RUN SCREAM UNBURY SAVE
By Katherine McCord
Autumn House Press, 2017
143 pages, $17.95
Reviewed by Ashley Miller

 

RUN SCREAM UNBURY SAVE is a curated experimental journal of sorts focused on McCord’s everyday life, anxieties, and events as she creates RUN SCREAM UNBURY SAVE. A sometimes jumbled, sometimes elegant, sometimes achingly spare collection that weaves present with past and back again, with each sparkling piece of insight, humor, and truth tumbling into the next like a necklace of sea glass, that should not (cannot, will not) be approached as a standard selection of memoir.

Early in RUN SCREAM UNBURY SAVE, Katherine McCord explores a dream (nightmare?) she once had where the only way to travel between locations was by “climbing/walking/balancing/straddling” a series of “interlocking crossing-each-other’s-paths trails made out of nets,” which turns out to be a remarkably adept description of what it takes to read McCord’s memoir.

The climb/walk/balance/straddle predicament becomes the reader’s struggle in navigating McCord’s sometimes topsy-turvy, edge-of-stream-of-consciousness prose. It is not easy, but teetering through the series of nets precariously and deliciously woven by McCord is the only way to get from page 1 to page 143. In a grander sense, it mirrors (mimics, mocks) McCord’s own balancing act between her creative, professional, and personal life. We witness her trapeze artistry as she tries to make ends meet and keep her sanity while teaching art, surviving seasons while battling seasonal affective disorder, enduring days of discovering memory, processing a friend’s suicide, aging daughters, a disdain for the politics of higher education, and continuing on and on and on and on.

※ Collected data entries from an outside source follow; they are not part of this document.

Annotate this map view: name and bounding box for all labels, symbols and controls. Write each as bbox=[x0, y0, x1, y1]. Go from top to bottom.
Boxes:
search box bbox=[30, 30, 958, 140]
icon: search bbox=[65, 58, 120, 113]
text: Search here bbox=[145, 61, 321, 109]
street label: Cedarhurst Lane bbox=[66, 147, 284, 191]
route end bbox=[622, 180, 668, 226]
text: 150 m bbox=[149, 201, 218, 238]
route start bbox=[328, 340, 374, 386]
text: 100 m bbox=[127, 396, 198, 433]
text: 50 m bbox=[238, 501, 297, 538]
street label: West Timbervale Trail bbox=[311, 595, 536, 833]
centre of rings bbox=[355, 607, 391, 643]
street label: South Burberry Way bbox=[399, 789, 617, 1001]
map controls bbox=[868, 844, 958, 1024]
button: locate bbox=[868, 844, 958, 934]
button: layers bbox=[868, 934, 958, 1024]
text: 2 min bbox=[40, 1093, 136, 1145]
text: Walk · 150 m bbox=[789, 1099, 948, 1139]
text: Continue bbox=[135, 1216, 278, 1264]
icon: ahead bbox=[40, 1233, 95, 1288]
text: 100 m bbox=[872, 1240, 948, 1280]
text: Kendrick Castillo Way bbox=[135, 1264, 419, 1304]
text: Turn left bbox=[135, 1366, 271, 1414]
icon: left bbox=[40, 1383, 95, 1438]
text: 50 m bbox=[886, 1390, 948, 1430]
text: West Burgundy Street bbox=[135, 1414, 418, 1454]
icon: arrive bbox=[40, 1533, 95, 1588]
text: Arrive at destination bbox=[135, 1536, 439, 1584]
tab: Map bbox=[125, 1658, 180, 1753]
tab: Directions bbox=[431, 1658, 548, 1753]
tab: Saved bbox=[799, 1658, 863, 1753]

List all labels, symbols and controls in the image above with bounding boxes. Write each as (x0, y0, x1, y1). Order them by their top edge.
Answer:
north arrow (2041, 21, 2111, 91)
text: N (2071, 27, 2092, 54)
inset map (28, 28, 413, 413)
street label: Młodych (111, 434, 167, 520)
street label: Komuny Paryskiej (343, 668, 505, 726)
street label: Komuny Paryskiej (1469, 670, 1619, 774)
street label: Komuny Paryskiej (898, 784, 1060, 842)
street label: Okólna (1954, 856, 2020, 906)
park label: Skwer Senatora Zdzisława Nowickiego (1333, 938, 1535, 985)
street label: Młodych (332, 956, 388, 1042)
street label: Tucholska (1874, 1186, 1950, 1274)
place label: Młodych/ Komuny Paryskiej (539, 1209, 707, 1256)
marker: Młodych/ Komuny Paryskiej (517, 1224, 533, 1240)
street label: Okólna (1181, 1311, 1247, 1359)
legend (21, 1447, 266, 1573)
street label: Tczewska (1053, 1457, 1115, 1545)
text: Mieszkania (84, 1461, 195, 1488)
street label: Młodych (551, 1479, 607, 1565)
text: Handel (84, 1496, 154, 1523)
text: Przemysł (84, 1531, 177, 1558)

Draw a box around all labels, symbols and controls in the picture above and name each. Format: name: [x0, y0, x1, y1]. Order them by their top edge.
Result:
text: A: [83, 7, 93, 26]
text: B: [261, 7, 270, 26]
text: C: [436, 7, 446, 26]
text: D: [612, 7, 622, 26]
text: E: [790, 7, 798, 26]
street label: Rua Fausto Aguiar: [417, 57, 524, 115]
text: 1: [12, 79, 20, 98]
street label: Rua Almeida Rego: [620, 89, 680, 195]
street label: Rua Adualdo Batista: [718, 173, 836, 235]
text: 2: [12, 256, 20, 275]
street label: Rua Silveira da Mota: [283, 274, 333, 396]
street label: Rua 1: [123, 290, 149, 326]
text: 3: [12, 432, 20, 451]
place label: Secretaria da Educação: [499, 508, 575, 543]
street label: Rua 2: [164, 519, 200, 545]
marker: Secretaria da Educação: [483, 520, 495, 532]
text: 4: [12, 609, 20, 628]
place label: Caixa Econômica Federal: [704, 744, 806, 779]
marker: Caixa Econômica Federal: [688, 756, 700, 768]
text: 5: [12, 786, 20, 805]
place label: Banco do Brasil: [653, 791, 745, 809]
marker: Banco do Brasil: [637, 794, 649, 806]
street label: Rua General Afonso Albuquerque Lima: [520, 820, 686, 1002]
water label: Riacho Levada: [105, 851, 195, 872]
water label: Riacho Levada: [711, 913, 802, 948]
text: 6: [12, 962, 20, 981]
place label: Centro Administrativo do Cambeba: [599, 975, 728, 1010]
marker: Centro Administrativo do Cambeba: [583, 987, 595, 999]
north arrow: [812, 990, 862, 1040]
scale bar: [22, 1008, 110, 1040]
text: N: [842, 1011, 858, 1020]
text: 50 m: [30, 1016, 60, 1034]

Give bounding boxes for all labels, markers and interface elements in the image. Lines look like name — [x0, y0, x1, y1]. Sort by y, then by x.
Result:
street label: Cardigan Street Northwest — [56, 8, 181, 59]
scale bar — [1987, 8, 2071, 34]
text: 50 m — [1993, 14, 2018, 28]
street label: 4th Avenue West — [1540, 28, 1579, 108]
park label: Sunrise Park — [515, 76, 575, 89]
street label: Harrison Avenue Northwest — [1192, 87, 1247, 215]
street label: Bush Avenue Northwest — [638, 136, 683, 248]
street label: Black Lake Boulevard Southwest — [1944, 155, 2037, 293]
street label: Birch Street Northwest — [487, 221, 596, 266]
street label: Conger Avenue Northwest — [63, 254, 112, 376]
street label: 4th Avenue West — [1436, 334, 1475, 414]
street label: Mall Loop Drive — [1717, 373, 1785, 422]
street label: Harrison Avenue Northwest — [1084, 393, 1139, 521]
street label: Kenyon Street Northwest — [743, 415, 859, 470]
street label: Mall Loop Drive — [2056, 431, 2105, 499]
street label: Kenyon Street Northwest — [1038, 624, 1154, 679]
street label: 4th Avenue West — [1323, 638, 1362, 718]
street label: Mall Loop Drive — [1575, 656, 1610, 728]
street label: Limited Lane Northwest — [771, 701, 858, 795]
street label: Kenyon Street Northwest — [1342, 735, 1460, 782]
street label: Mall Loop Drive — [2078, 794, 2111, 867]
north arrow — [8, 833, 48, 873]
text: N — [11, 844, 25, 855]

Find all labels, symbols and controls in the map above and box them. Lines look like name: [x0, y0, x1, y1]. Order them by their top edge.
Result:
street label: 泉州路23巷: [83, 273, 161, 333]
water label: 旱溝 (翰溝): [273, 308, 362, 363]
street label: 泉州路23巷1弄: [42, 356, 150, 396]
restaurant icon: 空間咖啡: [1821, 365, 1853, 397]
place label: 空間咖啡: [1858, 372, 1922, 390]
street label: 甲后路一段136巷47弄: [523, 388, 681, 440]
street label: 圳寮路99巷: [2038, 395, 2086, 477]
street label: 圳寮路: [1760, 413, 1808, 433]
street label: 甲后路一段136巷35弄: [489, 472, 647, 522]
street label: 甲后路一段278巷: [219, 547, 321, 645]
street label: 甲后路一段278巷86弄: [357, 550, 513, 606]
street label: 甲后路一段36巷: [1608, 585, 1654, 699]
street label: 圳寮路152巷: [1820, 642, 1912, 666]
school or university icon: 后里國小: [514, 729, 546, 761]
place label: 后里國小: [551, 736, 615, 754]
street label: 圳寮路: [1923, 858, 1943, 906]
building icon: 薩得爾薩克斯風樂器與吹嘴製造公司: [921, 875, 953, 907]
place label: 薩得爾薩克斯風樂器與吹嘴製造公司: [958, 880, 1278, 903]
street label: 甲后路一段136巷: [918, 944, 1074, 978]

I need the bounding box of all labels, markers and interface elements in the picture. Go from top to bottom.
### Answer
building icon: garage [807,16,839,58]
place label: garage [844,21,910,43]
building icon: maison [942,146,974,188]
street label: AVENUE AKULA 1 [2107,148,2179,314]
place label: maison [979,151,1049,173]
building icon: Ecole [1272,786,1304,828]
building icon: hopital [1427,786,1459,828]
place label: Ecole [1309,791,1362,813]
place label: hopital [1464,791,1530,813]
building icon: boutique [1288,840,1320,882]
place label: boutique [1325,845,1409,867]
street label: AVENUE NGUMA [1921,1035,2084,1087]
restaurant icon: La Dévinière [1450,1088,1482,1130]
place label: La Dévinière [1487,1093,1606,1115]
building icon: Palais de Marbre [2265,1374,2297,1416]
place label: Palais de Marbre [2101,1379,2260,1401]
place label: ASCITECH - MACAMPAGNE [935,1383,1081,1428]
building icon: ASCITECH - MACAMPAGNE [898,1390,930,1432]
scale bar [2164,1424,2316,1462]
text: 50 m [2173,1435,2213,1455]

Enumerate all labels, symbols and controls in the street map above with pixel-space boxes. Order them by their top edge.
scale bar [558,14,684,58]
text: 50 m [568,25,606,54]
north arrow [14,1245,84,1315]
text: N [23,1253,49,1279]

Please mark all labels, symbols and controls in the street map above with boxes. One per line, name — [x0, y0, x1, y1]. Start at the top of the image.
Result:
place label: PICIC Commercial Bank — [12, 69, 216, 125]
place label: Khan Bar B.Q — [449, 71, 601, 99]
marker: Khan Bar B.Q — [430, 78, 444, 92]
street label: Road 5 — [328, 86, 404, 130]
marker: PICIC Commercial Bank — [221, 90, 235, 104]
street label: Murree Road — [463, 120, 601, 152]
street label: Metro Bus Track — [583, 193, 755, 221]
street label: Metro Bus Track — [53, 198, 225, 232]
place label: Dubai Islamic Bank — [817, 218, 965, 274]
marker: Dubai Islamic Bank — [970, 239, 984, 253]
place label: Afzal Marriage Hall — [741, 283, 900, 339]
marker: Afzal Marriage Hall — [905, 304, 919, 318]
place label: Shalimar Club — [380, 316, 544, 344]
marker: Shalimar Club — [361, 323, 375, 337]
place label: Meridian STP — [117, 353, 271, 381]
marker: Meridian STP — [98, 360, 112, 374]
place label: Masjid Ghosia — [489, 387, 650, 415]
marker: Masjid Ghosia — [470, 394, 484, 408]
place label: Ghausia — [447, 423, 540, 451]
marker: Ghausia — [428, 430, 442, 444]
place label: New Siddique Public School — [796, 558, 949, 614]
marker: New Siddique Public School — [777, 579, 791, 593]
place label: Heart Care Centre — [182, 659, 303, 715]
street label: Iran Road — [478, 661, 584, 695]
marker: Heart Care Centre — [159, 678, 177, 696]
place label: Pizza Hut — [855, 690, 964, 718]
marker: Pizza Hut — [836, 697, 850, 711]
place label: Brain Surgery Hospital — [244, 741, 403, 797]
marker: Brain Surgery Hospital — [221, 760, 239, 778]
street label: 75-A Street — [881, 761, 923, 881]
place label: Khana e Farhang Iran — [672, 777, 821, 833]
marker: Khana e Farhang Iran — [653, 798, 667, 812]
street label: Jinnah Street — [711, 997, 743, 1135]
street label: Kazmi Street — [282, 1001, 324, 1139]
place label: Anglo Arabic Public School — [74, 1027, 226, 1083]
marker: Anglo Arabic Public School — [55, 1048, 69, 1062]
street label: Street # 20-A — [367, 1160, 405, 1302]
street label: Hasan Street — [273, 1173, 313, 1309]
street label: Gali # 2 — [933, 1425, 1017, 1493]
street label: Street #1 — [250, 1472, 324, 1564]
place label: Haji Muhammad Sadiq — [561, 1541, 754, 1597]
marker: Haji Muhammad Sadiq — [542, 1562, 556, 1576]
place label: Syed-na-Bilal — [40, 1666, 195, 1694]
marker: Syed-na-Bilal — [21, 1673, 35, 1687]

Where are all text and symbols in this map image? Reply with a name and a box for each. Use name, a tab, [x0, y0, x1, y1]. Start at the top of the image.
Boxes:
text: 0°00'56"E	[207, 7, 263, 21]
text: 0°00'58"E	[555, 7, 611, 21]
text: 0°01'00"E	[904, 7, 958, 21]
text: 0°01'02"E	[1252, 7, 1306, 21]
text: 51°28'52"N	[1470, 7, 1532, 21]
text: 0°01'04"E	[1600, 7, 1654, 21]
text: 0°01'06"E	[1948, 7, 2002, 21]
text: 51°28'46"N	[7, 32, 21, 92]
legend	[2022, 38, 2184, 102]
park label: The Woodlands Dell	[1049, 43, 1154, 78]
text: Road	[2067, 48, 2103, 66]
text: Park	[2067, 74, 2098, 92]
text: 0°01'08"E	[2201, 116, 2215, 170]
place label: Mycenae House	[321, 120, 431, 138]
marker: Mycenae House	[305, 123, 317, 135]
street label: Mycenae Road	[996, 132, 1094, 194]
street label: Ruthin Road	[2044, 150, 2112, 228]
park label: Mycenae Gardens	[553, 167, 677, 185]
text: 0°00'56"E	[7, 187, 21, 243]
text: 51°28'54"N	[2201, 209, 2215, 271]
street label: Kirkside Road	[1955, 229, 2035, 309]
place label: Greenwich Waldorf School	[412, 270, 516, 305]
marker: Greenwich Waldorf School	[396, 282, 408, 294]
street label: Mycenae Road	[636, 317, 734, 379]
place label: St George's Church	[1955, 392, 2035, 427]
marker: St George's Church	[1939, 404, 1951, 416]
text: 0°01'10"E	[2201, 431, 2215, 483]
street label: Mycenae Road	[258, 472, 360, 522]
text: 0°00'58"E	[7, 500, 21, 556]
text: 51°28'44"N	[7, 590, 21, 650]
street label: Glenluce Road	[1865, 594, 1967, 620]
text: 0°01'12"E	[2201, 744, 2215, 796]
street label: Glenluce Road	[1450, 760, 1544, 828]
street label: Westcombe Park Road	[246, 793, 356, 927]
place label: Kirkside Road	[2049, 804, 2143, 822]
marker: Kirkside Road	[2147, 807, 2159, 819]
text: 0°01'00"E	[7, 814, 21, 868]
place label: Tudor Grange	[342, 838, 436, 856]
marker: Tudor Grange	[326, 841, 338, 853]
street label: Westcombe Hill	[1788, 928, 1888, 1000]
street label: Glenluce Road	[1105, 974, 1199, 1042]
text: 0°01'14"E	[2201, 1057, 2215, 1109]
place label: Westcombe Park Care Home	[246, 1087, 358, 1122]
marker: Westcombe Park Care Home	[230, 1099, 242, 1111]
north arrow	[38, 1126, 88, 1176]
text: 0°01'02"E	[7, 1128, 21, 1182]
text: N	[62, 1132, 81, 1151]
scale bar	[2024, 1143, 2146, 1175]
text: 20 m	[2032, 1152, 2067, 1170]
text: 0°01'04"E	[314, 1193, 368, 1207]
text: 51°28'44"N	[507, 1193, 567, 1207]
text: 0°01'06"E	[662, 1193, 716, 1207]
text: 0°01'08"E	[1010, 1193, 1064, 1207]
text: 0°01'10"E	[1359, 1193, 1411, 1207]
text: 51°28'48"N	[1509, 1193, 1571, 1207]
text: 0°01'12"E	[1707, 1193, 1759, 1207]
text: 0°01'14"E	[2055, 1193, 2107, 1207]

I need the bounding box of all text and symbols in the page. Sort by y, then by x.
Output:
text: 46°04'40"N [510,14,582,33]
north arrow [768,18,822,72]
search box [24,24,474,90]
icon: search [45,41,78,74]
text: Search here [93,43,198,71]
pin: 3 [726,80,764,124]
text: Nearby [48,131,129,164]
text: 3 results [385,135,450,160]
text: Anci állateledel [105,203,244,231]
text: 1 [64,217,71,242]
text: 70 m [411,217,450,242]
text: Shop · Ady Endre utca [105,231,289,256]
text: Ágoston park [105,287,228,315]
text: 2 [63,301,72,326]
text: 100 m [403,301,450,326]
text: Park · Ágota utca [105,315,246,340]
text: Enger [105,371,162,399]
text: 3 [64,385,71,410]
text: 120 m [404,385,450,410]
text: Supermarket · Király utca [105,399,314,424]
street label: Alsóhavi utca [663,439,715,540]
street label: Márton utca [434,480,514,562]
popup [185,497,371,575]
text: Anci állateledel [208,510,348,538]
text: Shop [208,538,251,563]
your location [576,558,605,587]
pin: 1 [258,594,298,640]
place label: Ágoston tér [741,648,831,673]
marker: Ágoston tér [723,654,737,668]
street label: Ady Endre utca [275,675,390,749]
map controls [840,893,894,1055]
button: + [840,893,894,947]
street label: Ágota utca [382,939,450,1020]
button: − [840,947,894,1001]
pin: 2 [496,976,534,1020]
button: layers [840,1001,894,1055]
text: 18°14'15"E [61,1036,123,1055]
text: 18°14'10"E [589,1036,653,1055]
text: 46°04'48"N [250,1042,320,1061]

The collection consists of essays in a variety of length and form, some more akin to prose poetry, some not more than a few lines, others spanning pages. Selections like “SPRING” where McCord contemplates “if Fitzgerald’s Daisy were winter,” “HEALING HOLE” in its dictionary entry form, or “HOPE,” that is not just about the abstract concept but also the name she has given one of her daughters, something “never whispered/ until she was born,” are so poem-like that one may forget the word “memoir” is even printed on the cover.

In others, like “CLUES II” when McCord confesses the only thing that keeps her motivated to go to the gym is that “there might be samples that are free” and in “JUNCTURE” where McCord looks forward to a Bimini Island getaway where her family will be “happy as clams,” her observations read like sampled diary entries.

In these moments of relatable normalcy, McCord actually does one of her best tricks: she runs the moment through a sieve, panning for trinkets and treasures in the mundane, exposing a glint of gold while living normal, everyday moments. Take for instance “TRANSITION,” where McCord assists her daughter to search for a beach towel which her daughter “ends up finding herself.” Mundane, everyday occurrence for mothers, but McCord’s sentence breaks, word choice, and title choice in this selection demand the passage be read twice.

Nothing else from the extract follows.